The state-by-state pattern is uneven. Mid-Atlantic and Northeast states (Pennsylvania, Ohio, West Virginia, Kentucky, Indiana) had the largest absolute coal generation declines because they had the largest coal fleets to begin with. Southeastern states (Georgia, Alabama, Mississippi, Tennessee) shifted aggressively to natural gas combined-cycle plants. Texas combined modest coal-to-gas with substantial renewable build-out. Mountain West states (Montana, Wyoming, Utah, Colorado) reduced coal more slowly because of regional grid economics and political factors.

Some states have essentially exited coal. California has not generated meaningful coal-fired electricity in years; the state's small remaining coal share comes from imported electricity. Several New England states (Massachusetts, Rhode Island, Connecticut) retired their coal plants over the last decade. New York retired the last operating coal plant in the state in 2020. The Pacific Northwest has very little coal generation because of abundant hydroelectric capacity.

Some states remain heavily coal-dependent.
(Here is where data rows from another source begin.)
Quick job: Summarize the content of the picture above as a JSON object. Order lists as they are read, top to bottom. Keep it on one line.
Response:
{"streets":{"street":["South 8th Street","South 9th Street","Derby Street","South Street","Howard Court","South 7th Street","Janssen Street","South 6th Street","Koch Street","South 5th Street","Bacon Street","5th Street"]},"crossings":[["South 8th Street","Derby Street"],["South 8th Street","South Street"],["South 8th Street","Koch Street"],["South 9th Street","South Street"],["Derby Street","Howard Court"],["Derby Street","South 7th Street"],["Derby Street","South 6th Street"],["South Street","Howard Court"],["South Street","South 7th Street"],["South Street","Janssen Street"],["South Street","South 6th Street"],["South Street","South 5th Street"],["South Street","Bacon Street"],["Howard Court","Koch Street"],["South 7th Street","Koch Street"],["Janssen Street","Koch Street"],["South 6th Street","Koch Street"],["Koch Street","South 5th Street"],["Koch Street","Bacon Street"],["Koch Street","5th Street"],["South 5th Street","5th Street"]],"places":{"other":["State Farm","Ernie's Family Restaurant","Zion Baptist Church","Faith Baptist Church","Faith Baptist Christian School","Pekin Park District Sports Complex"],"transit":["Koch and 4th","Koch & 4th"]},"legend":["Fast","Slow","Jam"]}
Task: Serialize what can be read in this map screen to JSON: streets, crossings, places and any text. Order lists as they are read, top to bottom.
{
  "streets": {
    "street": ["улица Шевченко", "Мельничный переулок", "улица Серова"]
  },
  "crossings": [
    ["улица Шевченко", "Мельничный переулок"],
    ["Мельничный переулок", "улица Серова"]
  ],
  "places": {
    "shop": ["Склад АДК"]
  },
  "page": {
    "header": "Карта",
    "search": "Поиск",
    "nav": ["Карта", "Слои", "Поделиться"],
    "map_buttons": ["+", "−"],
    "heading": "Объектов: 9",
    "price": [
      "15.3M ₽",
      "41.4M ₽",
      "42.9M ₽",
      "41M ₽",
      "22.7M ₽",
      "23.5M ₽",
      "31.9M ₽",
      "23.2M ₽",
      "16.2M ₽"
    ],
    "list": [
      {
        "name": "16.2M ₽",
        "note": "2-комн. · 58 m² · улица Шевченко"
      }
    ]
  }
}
Wyoming, West Virginia, Kentucky, Indiana, and Missouri still rely on coal for substantially more than half of their in-state generation. These states have lower electricity rates than the national average because coal generation has been built out and depreciated, and the variable cost of operation is competitive with natural gas at current fuel prices. The coal-dependent states are also coal-producing states; the political economy of coal reduction is harder there than in non-producing states.

The replacement fuel pattern shows in the EIA data. About 60 percent of the coal-generation reduction has been replaced by natural gas; about 35 percent has been replaced by wind and solar; the remainder has been replaced by efficiency gains (less total generation needed) and nuclear (steady share). The pattern varies by state: gas-rich states replaced more coal with gas, wind-rich states replaced more coal with wind, and California replaced essentially all coal with renewables-plus-gas.

Three caveats. First, the coal share figures are based on generation, not consumption; some states import coal-fired electricity from neighboring states. Second, the transition pace has slowed in recent years as the most economic coal retirements have already happened and the remaining coal plants are either more competitive or in states where retirement faces more political resistance. Third, the post-2022 natural gas price increases temporarily slowed the coal-to-gas transition in some markets, though the longer-term direction is unchanged.

The coal-to-gas transition is the largest single change in the U.S. electricity sector in the last 50 years. The EIA Form 923 data is the authoritative federal record of how it has played out at the state level.